Vice Mayor David Crowley urged Burke and the two leaders of the Cincinnati Democratic Committee, Catherine Barrett and Dan Ticotsky, last month to let the party discuss "issues of party integrity and loyalty on City Council" before campaign material and sample ballots were printed. He wrote that the e-mail was sent on behalf of himself, Mallory and incumbents Laketa Cole, Cecil Thomas and Greg Harris. Crowley had heart surgery Friday and won't be at the meeting.
Berding has been the subject of a party endorsement fight before. But when the party announced its endorsements in April, Mallory stressed that the list was his ticket and said the issues between him and Berding had been smoothed over.
That was before Berding opposed Crowley's environmental justice ordinance in June and before he sided with two Republicans and a Charterite to oppose the budget plan pushed by Mallory and the council majority. The plan required union concessions and got them from the police and middle managers, but not from AFSCME members.
"You can't tell me that protecting families is not a Democratic value," Berding said Friday. "The fact is that I put people first, not party politics. They're punishing me because I'm an independent. I'm not going to stop being a Democrat. But I'm an independent Democrat. And I think that makes me a good council member."
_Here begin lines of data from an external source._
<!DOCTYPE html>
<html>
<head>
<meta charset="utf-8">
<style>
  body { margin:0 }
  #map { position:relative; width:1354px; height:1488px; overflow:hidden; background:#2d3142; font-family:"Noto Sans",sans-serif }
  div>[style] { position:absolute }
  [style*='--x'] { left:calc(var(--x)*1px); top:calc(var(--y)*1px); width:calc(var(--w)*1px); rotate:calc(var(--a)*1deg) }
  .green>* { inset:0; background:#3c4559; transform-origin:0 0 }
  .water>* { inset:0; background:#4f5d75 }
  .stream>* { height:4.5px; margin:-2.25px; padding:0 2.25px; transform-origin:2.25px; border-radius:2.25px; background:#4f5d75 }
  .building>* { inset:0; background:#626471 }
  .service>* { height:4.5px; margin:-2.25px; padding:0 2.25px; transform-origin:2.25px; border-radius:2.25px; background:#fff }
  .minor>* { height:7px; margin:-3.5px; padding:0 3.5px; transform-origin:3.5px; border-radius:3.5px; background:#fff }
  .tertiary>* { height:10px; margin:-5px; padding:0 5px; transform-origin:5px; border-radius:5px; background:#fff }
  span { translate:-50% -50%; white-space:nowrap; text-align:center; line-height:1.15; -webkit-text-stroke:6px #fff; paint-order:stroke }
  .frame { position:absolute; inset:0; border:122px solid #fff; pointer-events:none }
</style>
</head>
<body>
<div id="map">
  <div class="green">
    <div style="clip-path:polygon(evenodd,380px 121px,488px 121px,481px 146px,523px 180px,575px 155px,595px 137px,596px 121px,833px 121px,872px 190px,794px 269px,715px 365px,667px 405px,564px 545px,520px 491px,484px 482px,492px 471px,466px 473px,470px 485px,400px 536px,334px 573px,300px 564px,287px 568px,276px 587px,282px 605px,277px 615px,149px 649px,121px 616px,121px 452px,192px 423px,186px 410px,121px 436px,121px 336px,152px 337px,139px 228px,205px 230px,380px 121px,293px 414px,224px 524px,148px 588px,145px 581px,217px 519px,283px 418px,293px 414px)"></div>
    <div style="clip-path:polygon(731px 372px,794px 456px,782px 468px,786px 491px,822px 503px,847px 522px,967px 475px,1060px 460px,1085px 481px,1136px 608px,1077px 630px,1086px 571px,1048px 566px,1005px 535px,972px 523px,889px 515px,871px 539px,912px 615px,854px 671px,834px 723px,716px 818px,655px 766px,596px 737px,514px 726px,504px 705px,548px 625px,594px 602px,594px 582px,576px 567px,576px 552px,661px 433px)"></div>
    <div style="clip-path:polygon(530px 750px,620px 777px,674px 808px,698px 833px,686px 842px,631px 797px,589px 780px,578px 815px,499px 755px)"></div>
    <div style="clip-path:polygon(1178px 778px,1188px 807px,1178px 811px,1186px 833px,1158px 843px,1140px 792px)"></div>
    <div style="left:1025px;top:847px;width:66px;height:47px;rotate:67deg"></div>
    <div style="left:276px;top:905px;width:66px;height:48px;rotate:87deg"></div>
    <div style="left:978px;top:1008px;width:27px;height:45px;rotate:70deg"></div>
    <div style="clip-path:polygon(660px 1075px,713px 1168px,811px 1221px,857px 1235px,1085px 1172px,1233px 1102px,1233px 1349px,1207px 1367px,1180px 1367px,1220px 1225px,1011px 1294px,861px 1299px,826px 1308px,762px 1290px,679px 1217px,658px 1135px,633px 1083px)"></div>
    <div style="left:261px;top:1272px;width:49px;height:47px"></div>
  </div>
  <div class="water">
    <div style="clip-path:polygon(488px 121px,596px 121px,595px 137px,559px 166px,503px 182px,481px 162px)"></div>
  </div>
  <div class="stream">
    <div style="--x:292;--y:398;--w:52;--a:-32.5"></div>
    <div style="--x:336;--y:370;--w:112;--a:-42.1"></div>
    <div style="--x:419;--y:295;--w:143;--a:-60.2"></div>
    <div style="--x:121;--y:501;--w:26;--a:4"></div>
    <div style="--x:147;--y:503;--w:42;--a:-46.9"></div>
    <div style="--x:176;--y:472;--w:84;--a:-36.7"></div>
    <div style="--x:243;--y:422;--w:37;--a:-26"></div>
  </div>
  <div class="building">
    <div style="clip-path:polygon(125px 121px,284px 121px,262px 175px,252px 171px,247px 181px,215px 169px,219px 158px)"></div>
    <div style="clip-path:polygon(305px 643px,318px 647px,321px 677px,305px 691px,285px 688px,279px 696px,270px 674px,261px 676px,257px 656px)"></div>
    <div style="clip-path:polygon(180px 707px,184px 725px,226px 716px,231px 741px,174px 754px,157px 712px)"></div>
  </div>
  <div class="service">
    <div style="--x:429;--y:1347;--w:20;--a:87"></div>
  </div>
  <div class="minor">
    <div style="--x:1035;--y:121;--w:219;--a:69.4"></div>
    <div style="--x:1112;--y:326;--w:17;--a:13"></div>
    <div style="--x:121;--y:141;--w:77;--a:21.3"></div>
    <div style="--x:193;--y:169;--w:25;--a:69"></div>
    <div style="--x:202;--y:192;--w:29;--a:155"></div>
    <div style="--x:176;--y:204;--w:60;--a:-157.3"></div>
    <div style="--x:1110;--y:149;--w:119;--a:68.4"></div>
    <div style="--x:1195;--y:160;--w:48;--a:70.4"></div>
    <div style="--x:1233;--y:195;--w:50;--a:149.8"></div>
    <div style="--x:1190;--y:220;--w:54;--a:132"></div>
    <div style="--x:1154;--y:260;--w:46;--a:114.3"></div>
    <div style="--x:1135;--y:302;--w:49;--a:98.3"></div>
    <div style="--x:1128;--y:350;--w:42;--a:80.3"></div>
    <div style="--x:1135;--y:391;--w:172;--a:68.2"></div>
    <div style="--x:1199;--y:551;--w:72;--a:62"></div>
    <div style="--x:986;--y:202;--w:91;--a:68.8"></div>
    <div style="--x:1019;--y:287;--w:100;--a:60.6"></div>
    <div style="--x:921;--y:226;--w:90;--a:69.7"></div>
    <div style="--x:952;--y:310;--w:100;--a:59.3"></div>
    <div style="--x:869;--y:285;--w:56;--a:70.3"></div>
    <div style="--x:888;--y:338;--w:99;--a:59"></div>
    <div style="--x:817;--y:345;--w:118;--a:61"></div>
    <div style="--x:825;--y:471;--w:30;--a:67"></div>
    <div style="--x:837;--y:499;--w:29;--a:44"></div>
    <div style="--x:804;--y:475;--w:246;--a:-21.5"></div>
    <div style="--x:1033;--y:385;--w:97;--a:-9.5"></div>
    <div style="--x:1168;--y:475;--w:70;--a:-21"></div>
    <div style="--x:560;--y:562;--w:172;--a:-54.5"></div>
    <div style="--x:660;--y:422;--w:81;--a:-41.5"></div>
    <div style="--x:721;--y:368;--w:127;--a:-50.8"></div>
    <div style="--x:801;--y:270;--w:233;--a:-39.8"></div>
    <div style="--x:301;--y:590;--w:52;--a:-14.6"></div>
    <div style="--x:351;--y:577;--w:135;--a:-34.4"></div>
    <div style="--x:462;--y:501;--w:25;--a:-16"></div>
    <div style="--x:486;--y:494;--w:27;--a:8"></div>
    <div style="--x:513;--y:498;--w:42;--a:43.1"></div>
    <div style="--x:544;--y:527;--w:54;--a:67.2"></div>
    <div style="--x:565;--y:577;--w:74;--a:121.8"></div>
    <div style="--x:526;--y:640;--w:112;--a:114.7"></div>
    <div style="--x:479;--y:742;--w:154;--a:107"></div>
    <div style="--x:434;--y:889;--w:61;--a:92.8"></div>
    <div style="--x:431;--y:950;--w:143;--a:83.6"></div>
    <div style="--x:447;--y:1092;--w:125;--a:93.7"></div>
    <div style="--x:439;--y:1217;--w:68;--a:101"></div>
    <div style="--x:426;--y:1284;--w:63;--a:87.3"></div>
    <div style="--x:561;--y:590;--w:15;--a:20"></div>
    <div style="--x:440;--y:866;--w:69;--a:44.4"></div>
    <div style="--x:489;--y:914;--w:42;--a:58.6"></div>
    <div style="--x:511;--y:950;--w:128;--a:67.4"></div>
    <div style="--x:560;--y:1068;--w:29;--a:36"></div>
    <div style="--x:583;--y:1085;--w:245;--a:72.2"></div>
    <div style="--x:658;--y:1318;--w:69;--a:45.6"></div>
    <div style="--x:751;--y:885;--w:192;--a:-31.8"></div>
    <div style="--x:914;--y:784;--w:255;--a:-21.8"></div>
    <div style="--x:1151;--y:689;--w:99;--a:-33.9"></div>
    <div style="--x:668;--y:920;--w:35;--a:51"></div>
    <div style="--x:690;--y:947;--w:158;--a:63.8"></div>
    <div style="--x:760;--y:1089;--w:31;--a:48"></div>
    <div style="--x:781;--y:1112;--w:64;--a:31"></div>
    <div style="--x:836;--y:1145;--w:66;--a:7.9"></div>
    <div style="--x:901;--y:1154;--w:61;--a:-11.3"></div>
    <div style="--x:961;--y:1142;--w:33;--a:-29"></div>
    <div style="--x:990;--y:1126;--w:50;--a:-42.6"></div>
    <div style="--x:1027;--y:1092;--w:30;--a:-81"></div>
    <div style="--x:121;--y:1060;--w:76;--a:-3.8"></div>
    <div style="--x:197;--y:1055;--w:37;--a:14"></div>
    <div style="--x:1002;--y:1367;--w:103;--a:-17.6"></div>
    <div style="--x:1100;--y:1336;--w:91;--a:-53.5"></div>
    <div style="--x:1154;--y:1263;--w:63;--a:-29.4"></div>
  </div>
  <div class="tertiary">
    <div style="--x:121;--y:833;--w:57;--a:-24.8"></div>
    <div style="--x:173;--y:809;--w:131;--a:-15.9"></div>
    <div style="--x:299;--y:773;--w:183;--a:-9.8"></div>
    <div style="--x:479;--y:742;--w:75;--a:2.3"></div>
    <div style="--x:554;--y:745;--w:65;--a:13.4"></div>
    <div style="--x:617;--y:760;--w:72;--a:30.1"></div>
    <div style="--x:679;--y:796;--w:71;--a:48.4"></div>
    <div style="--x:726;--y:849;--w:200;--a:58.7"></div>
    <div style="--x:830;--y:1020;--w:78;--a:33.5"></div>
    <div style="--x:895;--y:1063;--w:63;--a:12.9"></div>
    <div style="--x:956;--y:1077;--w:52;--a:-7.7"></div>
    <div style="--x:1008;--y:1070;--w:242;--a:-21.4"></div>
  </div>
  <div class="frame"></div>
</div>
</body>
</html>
Fischer could not be reached for comment Friday. On his campaign Web site, however, he says he's honored to be a Democratic endorsee and is "a proud supporter of Mayor Mark Mallory's vision for the city."
Chris Bortz, a Charterite, said he hopes his party would consider discussing offering endorsements to Berding and Fischer if the Democrats take their endorsements away. Charter, he said, welcomes divergent ideas – "at a time in Cincinnati when we should be rising above things like party politics."